Oleh : Abdurrahman Misno
Sebuah pertanyaan yang
menarik untuk dijawab adalah “Kenapa hukum Islam bisa diterima oleh manusia
dengan berbagai tradisi dan budaya yang berbeda?” untuk menjawab hal ini maka
kita harus melihat hukum Islam sebagai sebuah realitas general. Dalam hal ini bagaimana
sebenarnya azas dan prinsip hukum Islam yang bersifat umum dan bisa diterima
oleh manusia pada umumnya.
Beberapa azas dan
prinsip hukum Islam yang bersifat universal adalah :
a.
Azas Nafyul kharaji,
meniadakan kepicikan, artinya hukum Islam dibuat dan diciptakan itu berada
dalam batas-batas kemampuan para mukallaf. Namun bukan berarti tidak ada
kesukaran sedikitpun sehingga tidak ada tantangan, sehingga tatkala ada
kesukaran yang muncul bukan hukum Islam itu digugurkan melainkan melahirkan
hukum Rukhsah/keringanan.
b.
Azas Qillatu
Taklif, tidak membahayakan taklifi, artinya hukum Islam itu tidak
memberatkan pundak mukallaf dan tidak menyukarkan.
c.
Azas Tadarruj,
bertahap (gradual), artinya pembinaan hukum Islam berjalan setahap demi setahap
disesuaikan dengan tahapan perkembangan manusia.
d.
Azas
Kemuslihatan Manusia, Hukum Islam seiring dengan dan mereduksi sesuatu yang ada
dilingkungannya.
e.
Azas Keadilan
Merata, artinya hukum Islam sama keadaannya tidak lebih melebihi bagi yang satu
terhadap yang lainnya.
f.
Azas Estetika, artinya
hukum Islam memperbolehkan bagi kita untuk mempergunakan/memperhatiakn segala
sesuatu yang indah.
g.
Azas Menetapkan
Hukum Berdasar Urf yang Berkembang Dalam Masyarakat — Hukum Islam dalam
penerapannya senantiasa memperhatikan adat/kebiasaan suatu masyarakat.
h.
Azas Syara
Menjadi Dzatiyah Islam, artinya Hukum yang diturunkan secara mujmal memberikan
lapangan yang luas kepada para filusuf untuk berijtihad dan guna memberikan
bahan penyelidikan dan pemikiran dengan bebas dan supaya hukum Islam menjadi
elastis sesuai dengan perkembangan peradaban manusia.
Selain adanya azas,
Hukum Islam juga memiliki prinsip-prinsip yang berdiri di atasnya hukum Islam, Adapun
prinsip-prinsip dari hukum Islam adalah :
Prinsip Pertama :
Tauhid.[1] Tauhid
adalah prinsip umum hukum Islam.
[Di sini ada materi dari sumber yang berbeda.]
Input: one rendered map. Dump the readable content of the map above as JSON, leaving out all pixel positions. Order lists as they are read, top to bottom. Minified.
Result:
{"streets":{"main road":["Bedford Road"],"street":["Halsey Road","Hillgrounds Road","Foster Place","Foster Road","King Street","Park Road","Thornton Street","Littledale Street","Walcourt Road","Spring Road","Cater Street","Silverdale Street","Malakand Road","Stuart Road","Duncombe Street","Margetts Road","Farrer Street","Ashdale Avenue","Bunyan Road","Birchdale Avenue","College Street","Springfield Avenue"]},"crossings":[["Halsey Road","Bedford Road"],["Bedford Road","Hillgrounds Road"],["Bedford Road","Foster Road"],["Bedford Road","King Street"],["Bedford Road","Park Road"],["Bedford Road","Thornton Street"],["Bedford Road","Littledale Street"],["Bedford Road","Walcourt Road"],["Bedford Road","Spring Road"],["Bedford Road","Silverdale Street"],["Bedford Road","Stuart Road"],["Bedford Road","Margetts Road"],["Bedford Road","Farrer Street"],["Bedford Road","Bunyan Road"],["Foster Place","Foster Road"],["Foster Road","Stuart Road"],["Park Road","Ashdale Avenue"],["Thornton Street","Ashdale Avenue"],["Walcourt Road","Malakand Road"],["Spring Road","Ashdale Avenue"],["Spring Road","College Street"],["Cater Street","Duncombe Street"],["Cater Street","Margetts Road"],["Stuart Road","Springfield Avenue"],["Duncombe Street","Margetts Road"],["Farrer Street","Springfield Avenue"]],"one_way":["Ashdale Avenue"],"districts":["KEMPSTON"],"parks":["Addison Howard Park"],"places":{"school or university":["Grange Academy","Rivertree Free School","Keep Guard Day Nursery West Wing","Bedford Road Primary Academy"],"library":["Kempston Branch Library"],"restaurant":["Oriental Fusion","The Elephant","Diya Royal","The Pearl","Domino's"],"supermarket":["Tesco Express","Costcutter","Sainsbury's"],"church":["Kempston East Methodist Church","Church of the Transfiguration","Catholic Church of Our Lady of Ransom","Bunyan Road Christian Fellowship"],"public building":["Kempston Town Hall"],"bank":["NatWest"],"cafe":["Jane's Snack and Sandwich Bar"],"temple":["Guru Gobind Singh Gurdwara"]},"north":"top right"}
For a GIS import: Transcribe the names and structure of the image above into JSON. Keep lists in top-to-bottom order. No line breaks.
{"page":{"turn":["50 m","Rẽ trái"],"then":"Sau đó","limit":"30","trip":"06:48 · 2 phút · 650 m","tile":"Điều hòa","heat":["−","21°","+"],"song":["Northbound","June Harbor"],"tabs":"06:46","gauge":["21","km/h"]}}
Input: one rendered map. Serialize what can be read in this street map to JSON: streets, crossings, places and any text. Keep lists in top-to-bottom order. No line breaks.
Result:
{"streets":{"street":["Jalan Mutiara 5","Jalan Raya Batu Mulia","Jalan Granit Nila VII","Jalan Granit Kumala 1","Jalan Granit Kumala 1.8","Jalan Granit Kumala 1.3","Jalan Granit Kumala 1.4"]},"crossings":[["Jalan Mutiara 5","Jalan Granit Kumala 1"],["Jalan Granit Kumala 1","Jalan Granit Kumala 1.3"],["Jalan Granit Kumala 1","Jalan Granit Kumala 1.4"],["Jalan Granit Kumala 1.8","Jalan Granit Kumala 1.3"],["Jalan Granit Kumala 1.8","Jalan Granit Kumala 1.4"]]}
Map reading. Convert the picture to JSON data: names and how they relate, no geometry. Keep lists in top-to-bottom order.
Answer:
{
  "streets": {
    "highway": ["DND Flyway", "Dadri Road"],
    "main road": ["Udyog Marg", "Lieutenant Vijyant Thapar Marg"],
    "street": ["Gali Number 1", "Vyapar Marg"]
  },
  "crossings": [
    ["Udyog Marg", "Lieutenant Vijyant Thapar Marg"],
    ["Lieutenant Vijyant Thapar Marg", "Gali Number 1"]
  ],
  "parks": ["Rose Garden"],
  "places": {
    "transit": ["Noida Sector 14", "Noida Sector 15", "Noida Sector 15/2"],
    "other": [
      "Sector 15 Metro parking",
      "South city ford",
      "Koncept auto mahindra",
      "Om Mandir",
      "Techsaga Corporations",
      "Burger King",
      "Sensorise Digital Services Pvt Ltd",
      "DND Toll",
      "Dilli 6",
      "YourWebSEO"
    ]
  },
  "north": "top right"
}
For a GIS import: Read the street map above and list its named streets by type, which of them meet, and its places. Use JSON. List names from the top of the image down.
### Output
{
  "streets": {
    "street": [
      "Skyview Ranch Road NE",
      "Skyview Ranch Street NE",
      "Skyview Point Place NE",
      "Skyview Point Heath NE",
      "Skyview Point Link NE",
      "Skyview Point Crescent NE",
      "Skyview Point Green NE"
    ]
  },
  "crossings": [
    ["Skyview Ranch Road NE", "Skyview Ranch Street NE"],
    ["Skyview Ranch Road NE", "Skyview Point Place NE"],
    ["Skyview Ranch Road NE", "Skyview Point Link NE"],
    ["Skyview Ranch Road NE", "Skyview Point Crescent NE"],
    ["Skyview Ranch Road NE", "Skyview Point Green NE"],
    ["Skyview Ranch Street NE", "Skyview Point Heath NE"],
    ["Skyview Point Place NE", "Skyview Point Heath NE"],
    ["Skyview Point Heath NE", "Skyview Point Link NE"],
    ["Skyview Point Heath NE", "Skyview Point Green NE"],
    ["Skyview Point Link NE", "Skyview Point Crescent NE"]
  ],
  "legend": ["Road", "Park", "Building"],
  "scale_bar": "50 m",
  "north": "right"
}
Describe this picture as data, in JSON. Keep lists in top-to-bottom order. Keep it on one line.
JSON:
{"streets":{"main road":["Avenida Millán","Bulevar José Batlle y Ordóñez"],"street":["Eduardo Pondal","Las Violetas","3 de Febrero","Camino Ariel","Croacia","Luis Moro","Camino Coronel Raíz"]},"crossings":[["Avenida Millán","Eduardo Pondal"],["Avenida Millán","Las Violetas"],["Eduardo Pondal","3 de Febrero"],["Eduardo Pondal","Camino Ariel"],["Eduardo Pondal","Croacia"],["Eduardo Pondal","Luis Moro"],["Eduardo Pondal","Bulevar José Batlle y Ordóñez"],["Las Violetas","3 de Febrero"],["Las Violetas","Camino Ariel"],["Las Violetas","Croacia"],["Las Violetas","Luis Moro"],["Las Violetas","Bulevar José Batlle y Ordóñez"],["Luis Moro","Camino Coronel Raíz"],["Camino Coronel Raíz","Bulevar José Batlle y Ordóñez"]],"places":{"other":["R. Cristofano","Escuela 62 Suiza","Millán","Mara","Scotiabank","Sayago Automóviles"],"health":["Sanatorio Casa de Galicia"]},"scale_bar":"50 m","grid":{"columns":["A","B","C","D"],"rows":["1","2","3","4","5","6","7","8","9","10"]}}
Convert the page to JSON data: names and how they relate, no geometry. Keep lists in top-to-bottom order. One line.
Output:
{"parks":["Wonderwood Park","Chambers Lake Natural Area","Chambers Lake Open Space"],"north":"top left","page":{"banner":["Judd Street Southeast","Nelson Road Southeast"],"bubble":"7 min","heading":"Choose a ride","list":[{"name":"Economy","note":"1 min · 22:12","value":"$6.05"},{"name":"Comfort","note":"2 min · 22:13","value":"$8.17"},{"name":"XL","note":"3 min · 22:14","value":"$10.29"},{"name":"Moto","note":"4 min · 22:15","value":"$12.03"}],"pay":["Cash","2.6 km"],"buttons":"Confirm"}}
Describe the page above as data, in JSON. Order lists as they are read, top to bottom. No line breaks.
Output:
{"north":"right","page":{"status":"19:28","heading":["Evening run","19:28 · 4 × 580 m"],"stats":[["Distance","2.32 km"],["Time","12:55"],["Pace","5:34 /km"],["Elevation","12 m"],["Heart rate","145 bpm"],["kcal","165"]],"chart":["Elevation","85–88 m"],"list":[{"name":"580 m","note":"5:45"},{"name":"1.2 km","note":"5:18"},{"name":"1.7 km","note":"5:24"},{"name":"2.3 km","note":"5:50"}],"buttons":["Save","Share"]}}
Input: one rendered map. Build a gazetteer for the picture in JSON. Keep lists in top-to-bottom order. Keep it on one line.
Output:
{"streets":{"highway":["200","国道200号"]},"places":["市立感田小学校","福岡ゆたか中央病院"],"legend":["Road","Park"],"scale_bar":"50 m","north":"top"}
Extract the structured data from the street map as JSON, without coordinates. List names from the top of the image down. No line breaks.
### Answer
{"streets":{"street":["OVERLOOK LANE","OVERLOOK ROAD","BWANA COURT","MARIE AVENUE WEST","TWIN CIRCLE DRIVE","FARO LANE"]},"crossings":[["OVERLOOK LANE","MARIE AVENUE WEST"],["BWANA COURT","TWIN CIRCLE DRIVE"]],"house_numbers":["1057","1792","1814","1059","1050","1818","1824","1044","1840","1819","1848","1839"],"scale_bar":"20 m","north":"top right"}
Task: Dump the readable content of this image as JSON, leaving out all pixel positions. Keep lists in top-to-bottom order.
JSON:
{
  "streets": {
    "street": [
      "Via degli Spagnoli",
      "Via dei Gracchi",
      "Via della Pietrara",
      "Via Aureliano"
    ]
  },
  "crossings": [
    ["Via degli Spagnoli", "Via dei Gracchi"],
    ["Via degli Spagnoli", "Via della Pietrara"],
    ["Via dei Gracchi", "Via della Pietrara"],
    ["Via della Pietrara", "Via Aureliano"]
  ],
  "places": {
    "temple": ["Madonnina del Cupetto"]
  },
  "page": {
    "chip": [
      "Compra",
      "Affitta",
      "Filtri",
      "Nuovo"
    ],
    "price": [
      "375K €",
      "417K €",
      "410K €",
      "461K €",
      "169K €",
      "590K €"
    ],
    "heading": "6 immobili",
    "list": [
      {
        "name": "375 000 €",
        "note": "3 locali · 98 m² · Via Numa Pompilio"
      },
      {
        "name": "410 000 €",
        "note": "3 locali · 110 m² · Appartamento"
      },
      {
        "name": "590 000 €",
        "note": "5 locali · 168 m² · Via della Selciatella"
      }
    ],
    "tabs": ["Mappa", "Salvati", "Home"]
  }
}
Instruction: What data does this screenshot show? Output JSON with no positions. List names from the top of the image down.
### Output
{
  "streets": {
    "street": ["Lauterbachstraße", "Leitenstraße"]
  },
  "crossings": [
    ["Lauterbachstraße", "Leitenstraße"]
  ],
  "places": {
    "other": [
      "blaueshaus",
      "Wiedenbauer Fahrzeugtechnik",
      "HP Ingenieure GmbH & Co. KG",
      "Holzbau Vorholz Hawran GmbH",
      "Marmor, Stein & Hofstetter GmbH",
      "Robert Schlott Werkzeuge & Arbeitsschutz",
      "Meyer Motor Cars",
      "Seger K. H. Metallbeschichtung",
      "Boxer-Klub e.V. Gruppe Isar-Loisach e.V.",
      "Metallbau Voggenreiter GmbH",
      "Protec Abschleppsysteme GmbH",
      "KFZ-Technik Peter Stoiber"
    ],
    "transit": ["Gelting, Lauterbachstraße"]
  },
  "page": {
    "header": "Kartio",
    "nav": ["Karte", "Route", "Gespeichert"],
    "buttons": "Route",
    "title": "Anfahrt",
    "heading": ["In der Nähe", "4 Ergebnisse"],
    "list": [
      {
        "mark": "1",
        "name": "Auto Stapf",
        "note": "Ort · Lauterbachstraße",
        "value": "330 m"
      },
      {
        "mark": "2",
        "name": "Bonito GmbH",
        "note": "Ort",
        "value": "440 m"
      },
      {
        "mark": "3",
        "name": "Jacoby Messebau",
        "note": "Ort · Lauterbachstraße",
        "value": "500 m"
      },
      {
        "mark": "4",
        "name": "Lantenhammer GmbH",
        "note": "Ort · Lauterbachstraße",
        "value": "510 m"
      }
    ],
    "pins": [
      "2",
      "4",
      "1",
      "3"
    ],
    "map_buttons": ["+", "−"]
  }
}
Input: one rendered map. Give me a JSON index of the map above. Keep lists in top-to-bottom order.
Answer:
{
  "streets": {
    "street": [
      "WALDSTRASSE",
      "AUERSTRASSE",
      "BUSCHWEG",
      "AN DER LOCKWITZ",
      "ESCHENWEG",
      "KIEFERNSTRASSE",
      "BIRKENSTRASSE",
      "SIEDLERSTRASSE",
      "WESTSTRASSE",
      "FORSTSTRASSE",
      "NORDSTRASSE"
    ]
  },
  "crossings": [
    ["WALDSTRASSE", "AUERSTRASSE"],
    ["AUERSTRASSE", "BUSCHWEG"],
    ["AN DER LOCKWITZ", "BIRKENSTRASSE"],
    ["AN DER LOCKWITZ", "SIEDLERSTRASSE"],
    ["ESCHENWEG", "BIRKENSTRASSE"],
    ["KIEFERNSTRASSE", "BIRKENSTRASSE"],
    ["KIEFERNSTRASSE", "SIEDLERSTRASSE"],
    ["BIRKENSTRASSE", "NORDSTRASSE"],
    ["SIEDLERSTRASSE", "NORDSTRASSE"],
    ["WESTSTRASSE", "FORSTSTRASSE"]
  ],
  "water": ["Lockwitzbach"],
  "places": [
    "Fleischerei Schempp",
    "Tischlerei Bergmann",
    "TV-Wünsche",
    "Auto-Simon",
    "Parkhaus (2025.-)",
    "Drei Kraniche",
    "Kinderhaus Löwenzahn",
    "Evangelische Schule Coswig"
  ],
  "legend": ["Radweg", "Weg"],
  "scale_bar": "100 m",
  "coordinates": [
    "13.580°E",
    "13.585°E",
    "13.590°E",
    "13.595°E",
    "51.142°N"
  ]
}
Prinsip ini menyatakan bahwa semua manusia ada
dibawah satu ketetapan yang sama, yaitu ketetapan tauhid yang dinyatakan dalam
kalimat La’ilaha Illa Allah (Tidak ada tuhan selain Allah). Prinsip ini ditarik
dari firman Allah QS. Ali Imran Ayat 64. Berdasarkan atas prinsip tauhid ini,
maka pelaksanaan hukum Islam merupakan ibadah. Dalam arti perhambaan manusia
dan penyerahan dirinya kepada Allah sebagai manipestasikesyukuran kepada-Nya.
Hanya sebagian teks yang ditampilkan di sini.